Revoilà donc l’horrible «bon sens» qui suggère qu’il y a un ordre naturel des choses, un sens commun. C’est une locution qui demande à l’esprit critique de ne pas se donner la peine de se manifester, l’un des termes typiques de la pensée réactionnaire qui nie le débat et propose de s’en remettre à une sorte de sagesse populaire, une logique imparable. Il y aurait un mauvais et un bon sens. Le sens du mensonge et celui de la vérité. Un CQFD ou un Tina («There is no alternative», «Il n’y a pas d’alternative»), tel que le répétait Margaret Thatcher.

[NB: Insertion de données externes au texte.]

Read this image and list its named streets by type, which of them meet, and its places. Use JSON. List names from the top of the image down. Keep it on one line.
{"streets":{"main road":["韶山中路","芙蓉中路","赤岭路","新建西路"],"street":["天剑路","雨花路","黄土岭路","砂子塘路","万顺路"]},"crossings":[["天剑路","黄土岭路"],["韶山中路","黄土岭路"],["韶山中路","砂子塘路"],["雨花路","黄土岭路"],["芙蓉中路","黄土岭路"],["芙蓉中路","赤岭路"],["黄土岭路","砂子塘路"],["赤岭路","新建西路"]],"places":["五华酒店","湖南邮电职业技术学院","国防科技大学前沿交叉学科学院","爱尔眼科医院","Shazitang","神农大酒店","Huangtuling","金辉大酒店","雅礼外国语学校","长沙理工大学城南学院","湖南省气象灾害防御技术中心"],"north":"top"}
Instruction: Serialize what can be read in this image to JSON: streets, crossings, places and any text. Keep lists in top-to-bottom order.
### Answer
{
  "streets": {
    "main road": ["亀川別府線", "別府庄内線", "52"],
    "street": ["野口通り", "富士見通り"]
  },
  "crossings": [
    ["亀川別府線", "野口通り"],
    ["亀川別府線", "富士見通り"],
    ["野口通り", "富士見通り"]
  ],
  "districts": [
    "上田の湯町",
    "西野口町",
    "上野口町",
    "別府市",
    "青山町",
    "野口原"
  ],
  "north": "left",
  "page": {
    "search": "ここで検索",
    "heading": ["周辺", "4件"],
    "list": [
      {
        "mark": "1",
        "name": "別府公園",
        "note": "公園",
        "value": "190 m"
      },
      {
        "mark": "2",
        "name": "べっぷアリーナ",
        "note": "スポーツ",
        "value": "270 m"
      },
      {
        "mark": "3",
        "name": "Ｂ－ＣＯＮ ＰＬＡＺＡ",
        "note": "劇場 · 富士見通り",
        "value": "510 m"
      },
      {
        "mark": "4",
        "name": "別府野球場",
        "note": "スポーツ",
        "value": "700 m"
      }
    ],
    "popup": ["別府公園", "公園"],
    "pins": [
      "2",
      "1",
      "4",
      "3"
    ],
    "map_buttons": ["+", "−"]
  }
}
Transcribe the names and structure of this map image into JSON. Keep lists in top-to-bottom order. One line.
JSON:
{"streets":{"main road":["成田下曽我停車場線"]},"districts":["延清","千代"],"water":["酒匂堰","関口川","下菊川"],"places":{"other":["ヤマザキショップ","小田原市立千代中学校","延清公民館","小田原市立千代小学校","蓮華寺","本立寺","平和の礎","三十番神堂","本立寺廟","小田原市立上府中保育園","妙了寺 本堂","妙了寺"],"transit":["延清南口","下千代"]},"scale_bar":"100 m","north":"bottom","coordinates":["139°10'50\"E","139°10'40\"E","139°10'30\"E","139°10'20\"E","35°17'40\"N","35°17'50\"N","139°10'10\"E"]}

Ce vocable dépolitise puisque l’évidence ne se discute pas, ne se choisit pas. Descartes le disait déjà dans le Discours de la méthode : «Le bon sens est la chose du monde la mieux partagée : car chacun pense en être si bien pourvu.» Le «sens», pourtant, peut avoir plusieurs sens… Ce peut être une direction ou une signification. La bonne signification ne voudrait pas dire qu’il n’y a pour autant qu’une solution. Mais ici, ce terme est utilisé pour discréditer l’idée de prescrire une autre solution (comme il le faisait pourtant lors de son premier mandat).
Vieux préjugés
Ce voyage à Rungis pouvait prendre deux significations différentes. Emmanuel Macron pouvait signifier, en substance, «je vais aux aurores là ou des femmes et des hommes travaillent dur et tôt pour reconnaître leur labeur et expliquer ainsi que leur pénibilité sera reconnue». Les métiers de bouche et de commerces sont aussi ceux où l’on commence à travailler très jeune. Il pouvait y trouver l’occasion de rassurer ceux qui ont tant d’années de boulot dans les pattes. L’autre signification de ce déplacement pouvait aussi être : «Je suis avec la France qui se lève tôt, ainsi je la valorise et je valorise la valeur travail.» Comprenez : «Ceux qui manifestent et font la grève sont des feignants qui n’aiment pas le travail.»
C’est ce dernier message qui aura été retenu. La filiation sarkozienne a prévalu. Il s’agit d’aller chercher la vérité politique dans l’expérience populaire. Emmanuel Macron est du côté du «bon sens» bergsonien. Henri Bergson s’était intéressé à ce terme si français et intraduisible. Il y voyait un outil de prise de décision plutôt personnelle et rapide, un «pli de l’esprit», un «subtil pressentiment du vrai et du faux» basé sur l’expérience de chacun, ou encore le «tact de la vérité pratique». Il ne s’agit donc pas d’un outil pour la politique, qui se fait après mûre réflexion, expertise et débats.
«Le bon sens est à la vie pratique ce que le génie est à la science et aux arts», dit Bergson. On pourrait ajouter à la politique. Il en va du bon sens comme du préjugé. Or le préjugé, comme le bon sens, le sens commun, sont revendiqués par les penseurs réactionnaires. Voyez ce que dit Edmund Burke, philosophe contre-révolutionnaire en 1790 dans Réflexions sur la Révolution de France : «Je suis assez courageux pour avouer que nous sommes généralement les hommes de la nature ; qu’au lieu de secouer tous nos vieux préjugés, nous les aimons au contraire beaucoup ; et pour nous attirer encore plus de honte, je vous dirai que nous les aimons, parce qu’ils sont des préjugés ; que plus ils ont régné, plus leur influence a été générale, plus nous les aimons.»